Bleak Economic Outlook Boosts Investor Relations Headcount
Bleak Economic Outlook Boosts Investor Relations Headcount
2 in 5 Investor Relations departments increased headcounts in the past year
Only 1 in 10 departments have reduced headcount despite a rise in economic negativity
Nearly half of Investor Relations professionals (49%) have a negative economic outlook, up 19 percentage points since 2010
2 in 3 state their most recent bonus was an increase on the year before
Investor Relations is an area of corporate communications that is experiencing strong growth, with 42% of Investor Relations (IR) departments reporting an increased headcount over the past twelve months, according to specialist marketing and communications recruiter EMR.
Research conducted among 480 Investor Relations professionals*, conducted in conjunction with the Investor Relations Society, found that 50% of financial PR agencies had increased their headcount in the past 12 months, as have 53% of organisations in the banking sector and 23% of in-house IR departments.
Negativity about the UK’s economic future has increased markedly in the past two years among IR professionals.

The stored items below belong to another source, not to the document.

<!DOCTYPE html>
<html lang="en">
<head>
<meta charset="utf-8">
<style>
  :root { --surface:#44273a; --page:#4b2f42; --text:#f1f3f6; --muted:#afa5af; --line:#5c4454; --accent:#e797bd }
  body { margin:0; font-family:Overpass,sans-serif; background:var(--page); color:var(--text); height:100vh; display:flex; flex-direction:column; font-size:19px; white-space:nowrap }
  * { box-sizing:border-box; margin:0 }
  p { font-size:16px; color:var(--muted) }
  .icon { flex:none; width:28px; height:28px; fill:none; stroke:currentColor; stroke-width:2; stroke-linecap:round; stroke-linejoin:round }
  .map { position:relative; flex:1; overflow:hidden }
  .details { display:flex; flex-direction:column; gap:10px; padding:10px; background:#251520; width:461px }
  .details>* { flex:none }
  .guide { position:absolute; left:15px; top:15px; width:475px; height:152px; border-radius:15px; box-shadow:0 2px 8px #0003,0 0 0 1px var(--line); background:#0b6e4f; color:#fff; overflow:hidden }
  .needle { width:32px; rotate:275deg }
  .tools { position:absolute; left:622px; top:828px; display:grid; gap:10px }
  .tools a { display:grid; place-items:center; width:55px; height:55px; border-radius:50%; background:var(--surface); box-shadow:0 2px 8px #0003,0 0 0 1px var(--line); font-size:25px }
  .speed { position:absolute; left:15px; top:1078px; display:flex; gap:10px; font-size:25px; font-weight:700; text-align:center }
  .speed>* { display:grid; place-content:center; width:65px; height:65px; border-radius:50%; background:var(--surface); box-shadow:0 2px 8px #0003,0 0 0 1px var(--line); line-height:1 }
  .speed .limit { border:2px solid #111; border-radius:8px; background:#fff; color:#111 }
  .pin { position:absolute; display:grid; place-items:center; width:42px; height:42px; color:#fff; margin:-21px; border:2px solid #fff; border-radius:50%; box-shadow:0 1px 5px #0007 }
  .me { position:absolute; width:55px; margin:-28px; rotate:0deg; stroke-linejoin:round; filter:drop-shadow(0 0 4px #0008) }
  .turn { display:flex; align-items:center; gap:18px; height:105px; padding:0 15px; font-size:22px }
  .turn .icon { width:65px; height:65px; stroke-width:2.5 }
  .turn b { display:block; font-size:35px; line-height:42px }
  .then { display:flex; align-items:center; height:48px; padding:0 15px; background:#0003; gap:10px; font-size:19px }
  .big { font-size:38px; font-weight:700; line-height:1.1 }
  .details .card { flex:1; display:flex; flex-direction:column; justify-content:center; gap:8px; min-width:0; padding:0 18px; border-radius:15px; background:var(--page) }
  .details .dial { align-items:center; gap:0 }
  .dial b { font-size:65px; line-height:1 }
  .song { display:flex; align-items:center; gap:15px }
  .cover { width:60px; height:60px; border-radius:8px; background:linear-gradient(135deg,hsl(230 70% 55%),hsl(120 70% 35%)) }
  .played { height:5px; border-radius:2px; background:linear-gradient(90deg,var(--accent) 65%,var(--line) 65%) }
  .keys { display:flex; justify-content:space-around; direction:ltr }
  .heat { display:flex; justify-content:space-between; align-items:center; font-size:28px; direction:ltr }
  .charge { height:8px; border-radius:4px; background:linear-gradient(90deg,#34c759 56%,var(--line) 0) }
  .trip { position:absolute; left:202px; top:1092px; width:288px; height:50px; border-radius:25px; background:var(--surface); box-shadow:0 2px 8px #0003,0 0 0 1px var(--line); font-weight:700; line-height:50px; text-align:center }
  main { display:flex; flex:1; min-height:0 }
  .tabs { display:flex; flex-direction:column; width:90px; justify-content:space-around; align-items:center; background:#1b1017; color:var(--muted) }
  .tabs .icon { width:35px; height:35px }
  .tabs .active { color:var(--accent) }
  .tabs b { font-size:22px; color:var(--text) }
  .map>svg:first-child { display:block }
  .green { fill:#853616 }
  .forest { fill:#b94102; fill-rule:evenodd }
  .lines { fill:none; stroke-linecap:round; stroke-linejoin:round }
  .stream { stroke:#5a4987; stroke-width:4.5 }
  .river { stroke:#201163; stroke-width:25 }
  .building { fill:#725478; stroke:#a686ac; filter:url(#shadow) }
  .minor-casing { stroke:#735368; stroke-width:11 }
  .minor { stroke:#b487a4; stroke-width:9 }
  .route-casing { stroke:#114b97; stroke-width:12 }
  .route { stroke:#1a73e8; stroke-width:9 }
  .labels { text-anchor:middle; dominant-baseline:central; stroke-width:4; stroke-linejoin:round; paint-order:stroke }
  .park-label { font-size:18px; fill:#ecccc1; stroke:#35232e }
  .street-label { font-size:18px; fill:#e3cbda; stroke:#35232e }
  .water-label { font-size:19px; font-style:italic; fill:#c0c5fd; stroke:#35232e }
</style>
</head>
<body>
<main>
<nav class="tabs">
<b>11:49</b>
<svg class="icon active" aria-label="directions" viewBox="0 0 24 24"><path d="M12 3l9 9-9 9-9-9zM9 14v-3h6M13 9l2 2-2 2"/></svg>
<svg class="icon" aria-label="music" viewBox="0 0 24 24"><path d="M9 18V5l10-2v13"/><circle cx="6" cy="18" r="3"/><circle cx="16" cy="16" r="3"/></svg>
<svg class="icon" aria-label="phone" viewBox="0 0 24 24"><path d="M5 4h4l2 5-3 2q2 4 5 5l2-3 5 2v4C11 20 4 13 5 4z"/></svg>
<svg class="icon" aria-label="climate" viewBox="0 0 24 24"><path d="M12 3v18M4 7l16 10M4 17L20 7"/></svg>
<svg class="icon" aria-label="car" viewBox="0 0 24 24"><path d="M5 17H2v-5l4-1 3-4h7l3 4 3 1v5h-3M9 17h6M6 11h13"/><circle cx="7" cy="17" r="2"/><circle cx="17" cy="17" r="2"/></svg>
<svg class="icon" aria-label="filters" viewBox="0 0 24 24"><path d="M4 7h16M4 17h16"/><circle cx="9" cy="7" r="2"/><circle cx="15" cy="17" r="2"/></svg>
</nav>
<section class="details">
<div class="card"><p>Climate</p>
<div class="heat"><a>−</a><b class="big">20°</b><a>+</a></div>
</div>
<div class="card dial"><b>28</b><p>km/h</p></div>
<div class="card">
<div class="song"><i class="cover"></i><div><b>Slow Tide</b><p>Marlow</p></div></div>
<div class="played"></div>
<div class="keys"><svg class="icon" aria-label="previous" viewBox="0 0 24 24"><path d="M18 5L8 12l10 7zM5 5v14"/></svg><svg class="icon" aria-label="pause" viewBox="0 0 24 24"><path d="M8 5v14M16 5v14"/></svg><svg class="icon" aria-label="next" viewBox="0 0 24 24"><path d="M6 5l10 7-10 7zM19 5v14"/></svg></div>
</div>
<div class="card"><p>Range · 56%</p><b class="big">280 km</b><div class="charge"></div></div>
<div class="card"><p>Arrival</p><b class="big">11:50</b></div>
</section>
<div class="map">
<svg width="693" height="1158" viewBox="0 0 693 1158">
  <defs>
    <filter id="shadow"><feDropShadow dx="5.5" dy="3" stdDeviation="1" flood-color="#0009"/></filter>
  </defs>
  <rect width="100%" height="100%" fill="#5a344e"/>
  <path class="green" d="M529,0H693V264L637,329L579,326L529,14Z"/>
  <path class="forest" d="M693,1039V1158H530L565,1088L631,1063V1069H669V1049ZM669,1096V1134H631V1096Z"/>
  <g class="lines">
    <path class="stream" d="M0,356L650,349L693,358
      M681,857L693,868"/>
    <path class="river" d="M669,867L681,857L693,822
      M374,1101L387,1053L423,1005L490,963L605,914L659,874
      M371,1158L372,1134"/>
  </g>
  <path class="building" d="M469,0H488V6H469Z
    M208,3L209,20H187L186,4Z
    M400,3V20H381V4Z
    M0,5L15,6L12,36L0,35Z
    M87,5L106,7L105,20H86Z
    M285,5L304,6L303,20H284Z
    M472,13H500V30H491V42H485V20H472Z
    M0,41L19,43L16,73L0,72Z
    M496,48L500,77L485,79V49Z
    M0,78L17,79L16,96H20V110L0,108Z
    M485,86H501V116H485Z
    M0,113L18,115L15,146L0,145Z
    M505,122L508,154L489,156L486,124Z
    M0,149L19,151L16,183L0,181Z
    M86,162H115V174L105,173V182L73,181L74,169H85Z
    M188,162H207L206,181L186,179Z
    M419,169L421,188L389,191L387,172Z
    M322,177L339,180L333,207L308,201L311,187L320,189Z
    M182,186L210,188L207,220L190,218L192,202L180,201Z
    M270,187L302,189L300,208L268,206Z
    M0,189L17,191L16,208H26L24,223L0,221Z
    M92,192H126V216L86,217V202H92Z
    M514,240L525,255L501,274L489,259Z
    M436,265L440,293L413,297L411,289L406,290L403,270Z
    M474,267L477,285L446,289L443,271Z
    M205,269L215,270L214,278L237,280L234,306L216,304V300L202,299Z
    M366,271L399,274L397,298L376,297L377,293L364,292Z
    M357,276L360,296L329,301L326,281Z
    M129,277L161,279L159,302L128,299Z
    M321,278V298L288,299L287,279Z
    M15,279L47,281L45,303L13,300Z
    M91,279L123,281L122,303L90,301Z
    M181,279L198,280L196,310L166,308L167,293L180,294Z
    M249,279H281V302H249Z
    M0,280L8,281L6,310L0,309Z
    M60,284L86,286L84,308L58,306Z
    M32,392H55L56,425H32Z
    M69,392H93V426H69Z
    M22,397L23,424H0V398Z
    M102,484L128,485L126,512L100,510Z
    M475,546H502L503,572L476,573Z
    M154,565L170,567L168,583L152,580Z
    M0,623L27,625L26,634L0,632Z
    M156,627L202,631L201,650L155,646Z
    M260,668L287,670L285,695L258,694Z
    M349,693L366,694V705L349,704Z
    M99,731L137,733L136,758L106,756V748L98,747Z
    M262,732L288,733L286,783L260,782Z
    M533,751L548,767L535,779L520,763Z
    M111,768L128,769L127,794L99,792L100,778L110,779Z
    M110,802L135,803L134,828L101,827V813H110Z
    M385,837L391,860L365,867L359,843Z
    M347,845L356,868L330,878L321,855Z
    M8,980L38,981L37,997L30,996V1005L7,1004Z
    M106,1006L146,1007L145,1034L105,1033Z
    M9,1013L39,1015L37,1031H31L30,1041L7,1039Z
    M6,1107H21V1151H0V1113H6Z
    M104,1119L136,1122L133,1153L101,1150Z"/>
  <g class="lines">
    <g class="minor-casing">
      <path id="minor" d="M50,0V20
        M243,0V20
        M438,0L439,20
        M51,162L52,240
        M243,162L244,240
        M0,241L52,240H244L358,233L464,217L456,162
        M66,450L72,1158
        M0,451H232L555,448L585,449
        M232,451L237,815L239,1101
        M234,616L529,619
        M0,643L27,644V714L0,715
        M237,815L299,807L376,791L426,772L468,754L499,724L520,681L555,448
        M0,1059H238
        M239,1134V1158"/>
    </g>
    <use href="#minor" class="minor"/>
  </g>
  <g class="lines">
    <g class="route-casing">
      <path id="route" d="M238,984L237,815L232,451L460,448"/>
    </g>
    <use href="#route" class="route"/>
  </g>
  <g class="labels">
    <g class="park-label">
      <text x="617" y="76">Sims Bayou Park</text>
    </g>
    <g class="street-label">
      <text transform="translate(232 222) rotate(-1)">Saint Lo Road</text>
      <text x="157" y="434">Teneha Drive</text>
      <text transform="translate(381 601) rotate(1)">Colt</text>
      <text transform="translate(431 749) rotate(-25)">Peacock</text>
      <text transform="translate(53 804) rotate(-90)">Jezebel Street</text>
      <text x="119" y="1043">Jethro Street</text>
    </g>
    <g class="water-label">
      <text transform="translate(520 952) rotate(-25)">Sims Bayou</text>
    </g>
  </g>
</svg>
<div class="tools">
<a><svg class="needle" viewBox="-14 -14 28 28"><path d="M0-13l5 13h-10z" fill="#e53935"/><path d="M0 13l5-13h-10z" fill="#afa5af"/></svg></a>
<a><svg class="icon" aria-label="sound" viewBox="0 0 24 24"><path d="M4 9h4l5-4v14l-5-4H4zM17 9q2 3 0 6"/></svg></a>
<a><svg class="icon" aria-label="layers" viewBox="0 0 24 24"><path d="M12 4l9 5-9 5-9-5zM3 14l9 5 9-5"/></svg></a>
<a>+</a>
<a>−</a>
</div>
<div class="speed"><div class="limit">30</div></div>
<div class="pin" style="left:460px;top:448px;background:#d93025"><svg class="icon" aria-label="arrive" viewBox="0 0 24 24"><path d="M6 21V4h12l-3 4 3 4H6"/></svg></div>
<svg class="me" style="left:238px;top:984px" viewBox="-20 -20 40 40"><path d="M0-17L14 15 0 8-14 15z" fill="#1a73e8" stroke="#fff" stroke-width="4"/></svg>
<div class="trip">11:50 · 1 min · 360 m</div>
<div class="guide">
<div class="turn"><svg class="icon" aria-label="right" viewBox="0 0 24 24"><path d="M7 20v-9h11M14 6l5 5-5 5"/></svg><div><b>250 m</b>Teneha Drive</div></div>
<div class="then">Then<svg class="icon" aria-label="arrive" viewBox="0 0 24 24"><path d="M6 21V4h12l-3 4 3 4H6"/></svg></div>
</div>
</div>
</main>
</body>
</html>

Nearly half (49%) of professionals feel either somewhat or extremely negative about the economy in the next 12 months, up from 30% in 2010. This pessimism mirrors the British Chamber of Commerce recently downgrading the growth forecasts for the UK from 0.6% to 0.1% for 2012.
However, economic instability has actually contributed to growth in the IR profession as smaller firms work harder to attract investors who may otherwise be inclined to head to what are seen as larger and safer businesses. Kathy Boate, Head of Investor Access at Edison Investment Research says, “While we are providing more large cap coverage, we continue to address the ever increasing need for small and midcaps to communicate their investment case better to help with liquidity – volatile equity markets do tend to push a finite pool of capital to larger stocks as investors look to lower risk.”
Reasons for the IR Switch
The reasons people choose IR as a career paint a picture of an interesting and engaging area in which to work that is also well rewarded. It is also a discipline which attracts career movers from other areas of financial services such as analysts, sales and broking. Just 23% of IR professionals questioned had a pure IR background, with the rest coming from career paths including accountancy (12%), corporate communications (10%), broking (9%) and equity analysis (7%).
The largest reason people chose to move into IR was to seek a new challenge in a more varied and multifaceted discipline (50%), closely followed by career development opportunities (47%). Almost a third (32%) cited a higher salary and 18% were attracted by having more responsibility.
Andrea Abbate, Principal Consultant at EMR comments,
“The investor relations function holds a unique standing within a business – it provides direct access to the CEO, CFO and Board, and is often amongst the first to know of major corporate strategy changes, executive movements, and anything that would affect company share price. Therefore, the IRO holds a privileged and varied position within a company – a very compelling proposition to City professionals who have spent the majority of their careers sitting on the other side of the table.
“Career development, , more exposure to top-level business issues and being embedded into one company are emerging as driving forces behind these career decisions.”
Another lure is job security. In the sector, 77% of IR professionals feel secure or very secure. The percentage of IR professionals reporting feeling very secure has risen since 2010 from 14% to 20% in contrast to other marketing professionals who reported a decline in those feeling very secure from 17% to 11%.**
The research illustrates the fact that while many people enter the industry with prior experience in another career, salaries are strong even for those who have been working in IR for a short amount of time – 54% of professionals with between one and three years’ experience report a salary of over £50,000. Demonstrating the potential for a well remunerated long term career, the average salary of an IR professional with more than 10 years’ experience is £134,266.
The average bonus is 28.1% of salary, slightly down on the 28.6% reported in 2010. However, two thirds reported their bonus last year was an increase on the year before, with 12% reporting that it had significantly increased.
There are also strong opportunities developing internationally – something IR professionals are keen to capitalise on, as 83% said they would consider relocating internationally for a role.
On this, Kathy Boate, Head of Investor Access Investor Access at Edison Investment Research:
“Growth will come from both larger UK quoted capitalised companies looking to tailor offerings to address large domestic PCB shareholder bases, and both North American and Australasian quoted midcaps looking to broaden their investor base beyond their own markets. We have opened in Sydney, Berlin, Wellington and New York and are already helping UK clients on investor road shows in the North American market. We expect to see more North American midcaps looking to European investors and vice versa.”
Andrea Abbate, Principal Consultant at EMR concludes,
“Investor Relations is a profession that is really establishing itself as part of the mainstream and is seeing strong growth both in headcount and in recognition. The scope of the job, its strong job security and remuneration mean that it is a sector that is attracting a high calibre of professionals with a good mix of financial and communications experience as companies look to attract the best talent.
“Stakeholder relationships are now more important than ever and effective communicators with good financial knowledge are crucial to PLCs maintaining positive relationships.”